Bruises are obvious but the emotional abuse can be hidden well and sometimes those type of wounds are the worst. They can be easily hidden which makes it harder for the victim to leave since they feel as though they don’t have any reason or evidence of the abuse. That isn’t true, and a lot of the time you might not realize you are in an abusive relationship until it’s too late. Here are some signs to look out for.
1. Every day is a rollercoaster
One minute you two are on top of the world, your relationship couldn’t be better and then the next day you can’t stop fighting and you don’t see it changing any time soon. The arguments and then the subsequent apologies can leave you feel manipulated and stuck.
2. It’s isolating
Relationships are meant to be positive and that means being able to see your friends and family whenever you see fit. However, if you are in an emotionally abusive relationship they will often isolate you from your loved ones so you feel as though you can’t leave them even if you wanted.
3. There’s no trust but a lot of jealousy
Contrary to every Hollywood TV show and movie, jealousy isn’t normal. It’s never right for one person in the relationship to be jealous over everything and anything, especially if there is no reason to feel this way. It’s often used as a technique to make the abused one feel bad and therefore stay.
4. Discussions turn into arguments quickly
First you’re talking about where to eat dinner and the next you’re arguing about whose turn it was do to this or that. This is one of the reasons an abusive relationship is often so full of ups and downs.

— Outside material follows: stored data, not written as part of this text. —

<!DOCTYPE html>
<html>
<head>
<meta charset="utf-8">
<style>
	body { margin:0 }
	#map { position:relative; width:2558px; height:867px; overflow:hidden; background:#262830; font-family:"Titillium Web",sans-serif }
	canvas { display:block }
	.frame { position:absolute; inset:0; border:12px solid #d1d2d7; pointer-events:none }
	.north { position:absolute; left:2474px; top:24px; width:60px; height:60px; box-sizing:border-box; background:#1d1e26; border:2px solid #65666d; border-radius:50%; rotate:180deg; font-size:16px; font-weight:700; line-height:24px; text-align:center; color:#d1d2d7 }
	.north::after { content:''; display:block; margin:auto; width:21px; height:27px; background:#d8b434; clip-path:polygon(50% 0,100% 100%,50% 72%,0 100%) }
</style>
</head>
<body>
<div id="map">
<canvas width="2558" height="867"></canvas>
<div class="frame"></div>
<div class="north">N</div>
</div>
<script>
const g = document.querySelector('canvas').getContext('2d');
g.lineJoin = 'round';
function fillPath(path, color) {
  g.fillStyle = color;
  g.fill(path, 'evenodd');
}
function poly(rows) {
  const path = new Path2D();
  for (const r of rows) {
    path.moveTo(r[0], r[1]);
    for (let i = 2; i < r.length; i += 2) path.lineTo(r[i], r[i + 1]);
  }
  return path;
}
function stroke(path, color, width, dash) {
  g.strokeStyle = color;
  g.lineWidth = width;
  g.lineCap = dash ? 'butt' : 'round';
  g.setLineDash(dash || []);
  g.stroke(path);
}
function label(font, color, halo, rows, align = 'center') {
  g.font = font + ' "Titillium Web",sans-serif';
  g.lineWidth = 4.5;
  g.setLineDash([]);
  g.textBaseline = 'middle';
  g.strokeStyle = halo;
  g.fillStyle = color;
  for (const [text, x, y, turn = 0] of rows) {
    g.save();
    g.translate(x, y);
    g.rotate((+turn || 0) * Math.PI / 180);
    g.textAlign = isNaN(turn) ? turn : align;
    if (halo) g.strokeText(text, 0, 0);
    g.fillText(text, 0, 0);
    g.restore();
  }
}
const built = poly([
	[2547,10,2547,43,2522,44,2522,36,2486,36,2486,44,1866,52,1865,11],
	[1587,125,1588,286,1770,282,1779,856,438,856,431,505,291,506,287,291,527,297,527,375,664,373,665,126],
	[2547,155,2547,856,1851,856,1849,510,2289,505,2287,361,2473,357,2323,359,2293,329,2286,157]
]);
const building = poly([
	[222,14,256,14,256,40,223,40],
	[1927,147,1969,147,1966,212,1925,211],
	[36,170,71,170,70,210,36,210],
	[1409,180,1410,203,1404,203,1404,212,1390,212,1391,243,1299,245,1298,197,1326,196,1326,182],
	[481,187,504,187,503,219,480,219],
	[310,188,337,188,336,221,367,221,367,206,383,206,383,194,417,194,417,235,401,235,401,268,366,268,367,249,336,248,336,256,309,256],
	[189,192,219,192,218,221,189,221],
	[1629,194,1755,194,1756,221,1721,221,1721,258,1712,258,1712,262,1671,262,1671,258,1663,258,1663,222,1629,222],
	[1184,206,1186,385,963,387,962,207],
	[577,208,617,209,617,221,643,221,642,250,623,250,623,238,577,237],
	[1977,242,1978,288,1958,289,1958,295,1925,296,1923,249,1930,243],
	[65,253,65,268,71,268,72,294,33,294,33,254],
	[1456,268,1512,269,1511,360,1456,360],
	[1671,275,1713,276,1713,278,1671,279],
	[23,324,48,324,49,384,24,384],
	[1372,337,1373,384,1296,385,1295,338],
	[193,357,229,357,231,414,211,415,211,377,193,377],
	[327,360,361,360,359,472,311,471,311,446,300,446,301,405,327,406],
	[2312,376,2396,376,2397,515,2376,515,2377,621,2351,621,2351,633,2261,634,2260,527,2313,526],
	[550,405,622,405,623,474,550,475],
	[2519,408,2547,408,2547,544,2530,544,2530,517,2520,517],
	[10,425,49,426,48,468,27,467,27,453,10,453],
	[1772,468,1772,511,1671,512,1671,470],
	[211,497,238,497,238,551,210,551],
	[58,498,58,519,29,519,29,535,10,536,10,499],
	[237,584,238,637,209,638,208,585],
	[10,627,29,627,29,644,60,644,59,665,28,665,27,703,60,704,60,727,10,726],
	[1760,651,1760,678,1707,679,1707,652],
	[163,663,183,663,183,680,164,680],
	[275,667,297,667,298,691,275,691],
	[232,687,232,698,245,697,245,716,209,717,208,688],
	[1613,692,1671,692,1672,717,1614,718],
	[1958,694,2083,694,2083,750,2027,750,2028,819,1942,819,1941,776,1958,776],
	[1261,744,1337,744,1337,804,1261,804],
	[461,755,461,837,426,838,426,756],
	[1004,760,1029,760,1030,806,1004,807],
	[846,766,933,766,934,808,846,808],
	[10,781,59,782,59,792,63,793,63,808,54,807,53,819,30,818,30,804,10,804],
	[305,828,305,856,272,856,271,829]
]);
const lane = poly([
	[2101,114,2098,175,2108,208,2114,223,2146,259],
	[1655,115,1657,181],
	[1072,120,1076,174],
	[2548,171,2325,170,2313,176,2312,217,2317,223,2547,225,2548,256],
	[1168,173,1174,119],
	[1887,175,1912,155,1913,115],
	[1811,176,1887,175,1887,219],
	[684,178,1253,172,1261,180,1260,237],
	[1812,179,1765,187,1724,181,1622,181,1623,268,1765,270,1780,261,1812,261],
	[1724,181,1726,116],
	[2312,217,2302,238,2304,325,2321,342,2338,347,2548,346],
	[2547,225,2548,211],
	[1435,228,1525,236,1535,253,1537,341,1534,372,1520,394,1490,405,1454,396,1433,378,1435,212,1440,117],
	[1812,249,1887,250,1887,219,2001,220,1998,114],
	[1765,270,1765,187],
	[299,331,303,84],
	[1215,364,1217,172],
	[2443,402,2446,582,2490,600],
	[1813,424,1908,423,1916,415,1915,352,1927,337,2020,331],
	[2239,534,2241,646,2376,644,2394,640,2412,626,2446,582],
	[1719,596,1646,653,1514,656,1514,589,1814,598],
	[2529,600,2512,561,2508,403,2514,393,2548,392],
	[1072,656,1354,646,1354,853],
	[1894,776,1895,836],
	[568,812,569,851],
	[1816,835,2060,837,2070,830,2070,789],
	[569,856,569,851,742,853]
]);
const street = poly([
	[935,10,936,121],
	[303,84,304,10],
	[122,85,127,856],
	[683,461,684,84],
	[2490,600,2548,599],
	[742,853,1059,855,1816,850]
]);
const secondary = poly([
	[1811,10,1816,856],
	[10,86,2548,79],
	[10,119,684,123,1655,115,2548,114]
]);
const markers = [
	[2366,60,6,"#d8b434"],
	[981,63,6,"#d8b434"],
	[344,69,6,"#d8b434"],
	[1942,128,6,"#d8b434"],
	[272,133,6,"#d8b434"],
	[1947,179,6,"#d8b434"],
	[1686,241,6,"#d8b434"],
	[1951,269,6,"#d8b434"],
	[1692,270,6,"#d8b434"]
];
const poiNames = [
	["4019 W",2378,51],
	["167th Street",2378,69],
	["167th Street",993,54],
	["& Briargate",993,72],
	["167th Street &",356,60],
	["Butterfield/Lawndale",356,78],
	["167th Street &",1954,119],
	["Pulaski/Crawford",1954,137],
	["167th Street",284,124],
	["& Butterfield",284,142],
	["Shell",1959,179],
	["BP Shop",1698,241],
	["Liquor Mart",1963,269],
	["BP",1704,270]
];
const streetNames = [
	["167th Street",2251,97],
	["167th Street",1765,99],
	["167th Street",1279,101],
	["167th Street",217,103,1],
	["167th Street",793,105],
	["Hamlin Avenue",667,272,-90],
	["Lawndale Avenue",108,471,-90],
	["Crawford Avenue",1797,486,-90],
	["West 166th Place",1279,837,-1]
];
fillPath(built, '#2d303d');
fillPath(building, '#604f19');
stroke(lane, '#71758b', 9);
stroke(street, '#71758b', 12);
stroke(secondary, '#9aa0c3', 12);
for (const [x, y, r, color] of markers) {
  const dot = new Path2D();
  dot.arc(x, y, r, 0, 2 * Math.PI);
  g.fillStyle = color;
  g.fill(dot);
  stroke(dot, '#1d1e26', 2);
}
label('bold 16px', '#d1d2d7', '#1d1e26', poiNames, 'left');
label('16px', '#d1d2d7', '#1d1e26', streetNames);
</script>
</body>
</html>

5. You’re never 100% yourself around them
Even if you’ve been together for years you feel as though you can’t be yourself, you can’t laugh the way you want, or eat or talk about the things you want to because you are worried about the way they might react.
6. They put you down
A partner is meant to be your biggest supporter and motivator, not the person who tells you that you can’t reach your dreams or goals. If you’ve noticed that every time you mention wanting to try something new and potentially life changing and your partner shuts it down, you might be in an abusive relationship.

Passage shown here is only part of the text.